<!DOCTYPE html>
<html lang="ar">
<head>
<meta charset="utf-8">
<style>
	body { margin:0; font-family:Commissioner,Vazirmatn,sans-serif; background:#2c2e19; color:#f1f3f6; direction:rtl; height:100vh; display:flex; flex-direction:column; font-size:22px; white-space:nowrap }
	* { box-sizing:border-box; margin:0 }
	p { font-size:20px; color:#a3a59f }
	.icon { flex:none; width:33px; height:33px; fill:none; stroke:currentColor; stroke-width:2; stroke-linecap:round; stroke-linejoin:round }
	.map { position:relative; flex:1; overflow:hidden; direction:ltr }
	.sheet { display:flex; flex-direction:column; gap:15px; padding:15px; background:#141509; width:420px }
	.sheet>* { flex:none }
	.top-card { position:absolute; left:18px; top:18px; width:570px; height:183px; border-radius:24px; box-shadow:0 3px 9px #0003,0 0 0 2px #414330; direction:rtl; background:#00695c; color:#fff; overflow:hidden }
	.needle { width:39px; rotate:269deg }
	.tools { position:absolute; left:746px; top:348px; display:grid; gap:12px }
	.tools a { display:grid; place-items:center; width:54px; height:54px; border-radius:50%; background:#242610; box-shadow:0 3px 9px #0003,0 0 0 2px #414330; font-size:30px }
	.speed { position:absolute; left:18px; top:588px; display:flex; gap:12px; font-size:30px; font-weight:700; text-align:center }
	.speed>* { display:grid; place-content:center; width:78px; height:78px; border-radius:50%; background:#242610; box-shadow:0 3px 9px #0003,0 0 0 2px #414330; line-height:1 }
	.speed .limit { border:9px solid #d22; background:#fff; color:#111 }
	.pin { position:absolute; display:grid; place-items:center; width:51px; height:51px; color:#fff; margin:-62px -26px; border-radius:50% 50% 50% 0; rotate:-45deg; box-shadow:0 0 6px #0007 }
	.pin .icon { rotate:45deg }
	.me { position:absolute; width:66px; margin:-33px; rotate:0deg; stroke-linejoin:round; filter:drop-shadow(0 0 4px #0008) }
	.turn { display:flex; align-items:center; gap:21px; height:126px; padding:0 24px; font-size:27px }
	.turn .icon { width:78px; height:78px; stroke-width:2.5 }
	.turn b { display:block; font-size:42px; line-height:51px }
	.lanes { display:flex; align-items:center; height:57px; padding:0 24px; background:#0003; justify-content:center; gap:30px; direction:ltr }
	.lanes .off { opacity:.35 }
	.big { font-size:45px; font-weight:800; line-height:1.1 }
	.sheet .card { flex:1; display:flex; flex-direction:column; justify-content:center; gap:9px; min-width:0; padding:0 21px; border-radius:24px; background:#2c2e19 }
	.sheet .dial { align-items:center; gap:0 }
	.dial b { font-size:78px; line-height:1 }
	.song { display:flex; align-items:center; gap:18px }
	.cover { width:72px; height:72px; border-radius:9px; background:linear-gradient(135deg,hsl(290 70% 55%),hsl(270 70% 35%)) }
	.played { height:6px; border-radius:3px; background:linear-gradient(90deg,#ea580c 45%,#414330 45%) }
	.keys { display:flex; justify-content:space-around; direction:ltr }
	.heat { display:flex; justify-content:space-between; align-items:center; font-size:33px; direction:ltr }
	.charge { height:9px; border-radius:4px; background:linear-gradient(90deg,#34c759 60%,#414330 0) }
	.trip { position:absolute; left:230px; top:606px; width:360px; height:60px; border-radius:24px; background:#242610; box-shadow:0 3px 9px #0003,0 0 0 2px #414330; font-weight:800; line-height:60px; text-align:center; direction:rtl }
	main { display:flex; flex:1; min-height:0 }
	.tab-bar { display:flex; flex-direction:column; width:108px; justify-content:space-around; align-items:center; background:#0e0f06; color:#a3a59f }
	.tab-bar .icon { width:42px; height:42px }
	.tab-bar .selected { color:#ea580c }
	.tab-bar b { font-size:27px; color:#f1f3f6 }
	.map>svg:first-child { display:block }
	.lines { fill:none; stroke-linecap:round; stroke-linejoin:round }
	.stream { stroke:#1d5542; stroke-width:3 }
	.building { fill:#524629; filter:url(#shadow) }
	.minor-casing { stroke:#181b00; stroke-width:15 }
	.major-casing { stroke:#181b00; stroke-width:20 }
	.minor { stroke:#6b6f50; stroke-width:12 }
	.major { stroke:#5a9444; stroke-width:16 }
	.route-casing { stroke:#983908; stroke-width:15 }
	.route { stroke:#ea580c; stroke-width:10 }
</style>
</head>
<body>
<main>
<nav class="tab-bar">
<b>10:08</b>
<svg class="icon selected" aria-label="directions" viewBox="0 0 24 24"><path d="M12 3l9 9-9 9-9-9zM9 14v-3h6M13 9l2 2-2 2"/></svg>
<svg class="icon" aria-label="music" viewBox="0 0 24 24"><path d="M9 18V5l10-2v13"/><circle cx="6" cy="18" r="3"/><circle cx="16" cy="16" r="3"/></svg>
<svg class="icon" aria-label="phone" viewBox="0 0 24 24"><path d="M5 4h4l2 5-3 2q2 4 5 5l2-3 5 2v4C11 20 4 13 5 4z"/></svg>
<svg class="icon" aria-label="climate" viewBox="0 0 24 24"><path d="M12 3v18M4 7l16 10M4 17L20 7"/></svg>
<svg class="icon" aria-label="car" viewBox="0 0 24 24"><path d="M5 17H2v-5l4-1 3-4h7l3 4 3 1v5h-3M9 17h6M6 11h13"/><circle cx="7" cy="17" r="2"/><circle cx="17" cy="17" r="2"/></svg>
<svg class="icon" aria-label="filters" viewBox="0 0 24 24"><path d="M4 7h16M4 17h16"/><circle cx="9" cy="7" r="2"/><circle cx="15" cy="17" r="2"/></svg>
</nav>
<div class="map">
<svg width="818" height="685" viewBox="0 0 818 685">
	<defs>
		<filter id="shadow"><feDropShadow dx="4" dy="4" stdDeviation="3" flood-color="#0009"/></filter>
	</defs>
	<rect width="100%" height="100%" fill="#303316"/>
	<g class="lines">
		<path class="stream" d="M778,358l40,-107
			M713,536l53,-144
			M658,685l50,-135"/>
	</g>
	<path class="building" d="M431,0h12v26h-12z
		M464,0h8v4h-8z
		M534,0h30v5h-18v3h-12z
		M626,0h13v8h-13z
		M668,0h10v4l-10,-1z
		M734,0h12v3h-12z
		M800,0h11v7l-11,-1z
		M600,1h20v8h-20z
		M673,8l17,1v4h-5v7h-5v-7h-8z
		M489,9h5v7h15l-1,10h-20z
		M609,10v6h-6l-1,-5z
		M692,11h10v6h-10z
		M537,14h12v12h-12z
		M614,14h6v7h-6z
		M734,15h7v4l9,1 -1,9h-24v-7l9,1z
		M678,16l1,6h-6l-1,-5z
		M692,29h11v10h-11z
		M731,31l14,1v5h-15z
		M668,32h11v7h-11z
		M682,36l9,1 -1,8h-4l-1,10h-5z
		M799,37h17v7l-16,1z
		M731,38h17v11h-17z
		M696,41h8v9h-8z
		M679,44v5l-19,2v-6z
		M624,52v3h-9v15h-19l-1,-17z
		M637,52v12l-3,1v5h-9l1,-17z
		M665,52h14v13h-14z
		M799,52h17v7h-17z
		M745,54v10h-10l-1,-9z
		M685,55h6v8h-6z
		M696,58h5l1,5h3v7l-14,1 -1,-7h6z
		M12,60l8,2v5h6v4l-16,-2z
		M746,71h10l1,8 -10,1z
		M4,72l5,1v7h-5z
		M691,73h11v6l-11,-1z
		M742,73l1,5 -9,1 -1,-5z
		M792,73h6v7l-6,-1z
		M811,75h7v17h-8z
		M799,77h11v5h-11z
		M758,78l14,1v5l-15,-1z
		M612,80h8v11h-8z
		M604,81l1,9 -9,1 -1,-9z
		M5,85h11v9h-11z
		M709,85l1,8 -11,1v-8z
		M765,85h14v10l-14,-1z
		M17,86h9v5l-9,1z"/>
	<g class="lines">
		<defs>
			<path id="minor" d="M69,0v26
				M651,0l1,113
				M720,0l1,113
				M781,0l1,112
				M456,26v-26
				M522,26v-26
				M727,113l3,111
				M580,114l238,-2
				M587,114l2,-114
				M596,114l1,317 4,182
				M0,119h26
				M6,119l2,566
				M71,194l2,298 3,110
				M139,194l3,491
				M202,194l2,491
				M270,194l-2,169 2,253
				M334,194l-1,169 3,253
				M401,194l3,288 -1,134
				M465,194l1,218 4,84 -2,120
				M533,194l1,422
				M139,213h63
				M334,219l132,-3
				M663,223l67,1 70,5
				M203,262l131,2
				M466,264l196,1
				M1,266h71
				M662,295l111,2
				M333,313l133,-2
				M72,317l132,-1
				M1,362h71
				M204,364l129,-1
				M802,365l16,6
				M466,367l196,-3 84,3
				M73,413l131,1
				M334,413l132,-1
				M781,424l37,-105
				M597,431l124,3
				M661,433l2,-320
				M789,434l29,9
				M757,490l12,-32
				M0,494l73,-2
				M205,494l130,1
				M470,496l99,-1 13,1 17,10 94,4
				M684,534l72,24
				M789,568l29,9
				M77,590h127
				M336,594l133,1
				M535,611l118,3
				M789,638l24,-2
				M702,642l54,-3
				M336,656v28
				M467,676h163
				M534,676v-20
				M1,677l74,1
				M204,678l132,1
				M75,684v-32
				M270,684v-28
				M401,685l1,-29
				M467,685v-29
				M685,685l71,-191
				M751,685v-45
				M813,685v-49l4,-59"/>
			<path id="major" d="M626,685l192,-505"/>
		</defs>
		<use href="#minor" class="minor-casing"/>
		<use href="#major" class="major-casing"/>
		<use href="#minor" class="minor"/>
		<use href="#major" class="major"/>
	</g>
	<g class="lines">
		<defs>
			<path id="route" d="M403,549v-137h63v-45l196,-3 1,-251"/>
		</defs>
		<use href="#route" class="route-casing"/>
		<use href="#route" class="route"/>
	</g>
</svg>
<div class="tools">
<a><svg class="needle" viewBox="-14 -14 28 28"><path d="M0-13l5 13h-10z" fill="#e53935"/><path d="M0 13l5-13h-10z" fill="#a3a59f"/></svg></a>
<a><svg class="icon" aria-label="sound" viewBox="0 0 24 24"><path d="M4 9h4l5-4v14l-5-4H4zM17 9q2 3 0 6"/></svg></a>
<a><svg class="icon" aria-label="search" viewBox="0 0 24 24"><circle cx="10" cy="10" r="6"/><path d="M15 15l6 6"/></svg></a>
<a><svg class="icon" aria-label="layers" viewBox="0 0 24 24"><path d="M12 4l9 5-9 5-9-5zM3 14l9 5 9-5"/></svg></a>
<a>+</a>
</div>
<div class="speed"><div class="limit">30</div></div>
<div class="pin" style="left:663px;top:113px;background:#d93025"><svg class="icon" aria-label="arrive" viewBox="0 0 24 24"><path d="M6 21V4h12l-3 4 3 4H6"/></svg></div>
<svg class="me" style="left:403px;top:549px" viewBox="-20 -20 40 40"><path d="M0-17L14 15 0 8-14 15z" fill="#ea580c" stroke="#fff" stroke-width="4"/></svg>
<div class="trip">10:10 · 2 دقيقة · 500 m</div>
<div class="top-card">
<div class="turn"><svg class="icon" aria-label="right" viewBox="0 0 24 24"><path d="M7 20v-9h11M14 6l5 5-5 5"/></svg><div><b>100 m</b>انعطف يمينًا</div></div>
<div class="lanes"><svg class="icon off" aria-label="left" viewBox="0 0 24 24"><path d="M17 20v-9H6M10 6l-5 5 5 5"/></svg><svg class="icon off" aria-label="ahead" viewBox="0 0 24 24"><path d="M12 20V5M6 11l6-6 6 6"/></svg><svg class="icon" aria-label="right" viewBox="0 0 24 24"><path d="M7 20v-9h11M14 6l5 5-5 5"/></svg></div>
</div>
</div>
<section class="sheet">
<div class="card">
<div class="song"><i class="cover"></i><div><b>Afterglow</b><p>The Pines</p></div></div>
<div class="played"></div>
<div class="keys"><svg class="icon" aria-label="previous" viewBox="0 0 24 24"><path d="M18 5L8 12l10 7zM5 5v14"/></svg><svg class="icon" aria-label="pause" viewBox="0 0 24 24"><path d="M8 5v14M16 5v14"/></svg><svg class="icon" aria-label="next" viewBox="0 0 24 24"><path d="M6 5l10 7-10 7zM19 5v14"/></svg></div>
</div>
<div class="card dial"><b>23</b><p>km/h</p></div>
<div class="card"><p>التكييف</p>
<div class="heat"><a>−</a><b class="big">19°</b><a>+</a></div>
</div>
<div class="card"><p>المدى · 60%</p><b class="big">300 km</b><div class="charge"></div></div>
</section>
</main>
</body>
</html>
* * * * * * *
[What the task asks]
Your answer should be the lines above from the one containing "flex:none; width:33px; height:33px;" through the one containing "font-size:45px; font-weight:800; line-height:1.1", copied exactly and with both ends kept.

[Task solution]
	.icon { flex:none; width:33px; height:33px; fill:none; stroke:currentColor; stroke-width:2; stroke-linecap:round; stroke-linejoin:round }
	.map { position:relative; flex:1; overflow:hidden; direction:ltr }
	.sheet { display:flex; flex-direction:column; gap:15px; padding:15px; background:#141509; width:420px }
	.sheet>* { flex:none }
	.top-card { position:absolute; left:18px; top:18px; width:570px; height:183px; border-radius:24px; box-shadow:0 3px 9px #0003,0 0 0 2px #414330; direction:rtl; background:#00695c; color:#fff; overflow:hidden }
	.needle { width:39px; rotate:269deg }
	.tools { position:absolute; left:746px; top:348px; display:grid; gap:12px }
	.tools a { display:grid; place-items:center; width:54px; height:54px; border-radius:50%; background:#242610; box-shadow:0 3px 9px #0003,0 0 0 2px #414330; font-size:30px }
	.speed { position:absolute; left:18px; top:588px; display:flex; gap:12px; font-size:30px; font-weight:700; text-align:center }
	.speed>* { display:grid; place-content:center; width:78px; height:78px; border-radius:50%; background:#242610; box-shadow:0 3px 9px #0003,0 0 0 2px #414330; line-height:1 }
	.speed .limit { border:9px solid #d22; background:#fff; color:#111 }
	.pin { position:absolute; display:grid; place-items:center; width:51px; height:51px; color:#fff; margin:-62px -26px; border-radius:50% 50% 50% 0; rotate:-45deg; box-shadow:0 0 6px #0007 }
	.pin .icon { rotate:45deg }
	.me { position:absolute; width:66px; margin:-33px; rotate:0deg; stroke-linejoin:round; filter:drop-shadow(0 0 4px #0008) }
	.turn { display:flex; align-items:center; gap:21px; height:126px; padding:0 24px; font-size:27px }
	.turn .icon { width:78px; height:78px; stroke-width:2.5 }
	.turn b { display:block; font-size:42px; line-height:51px }
	.lanes { display:flex; align-items:center; height:57px; padding:0 24px; background:#0003; justify-content:center; gap:30px; direction:ltr }
	.lanes .off { opacity:.35 }
	.big { font-size:45px; font-weight:800; line-height:1.1 }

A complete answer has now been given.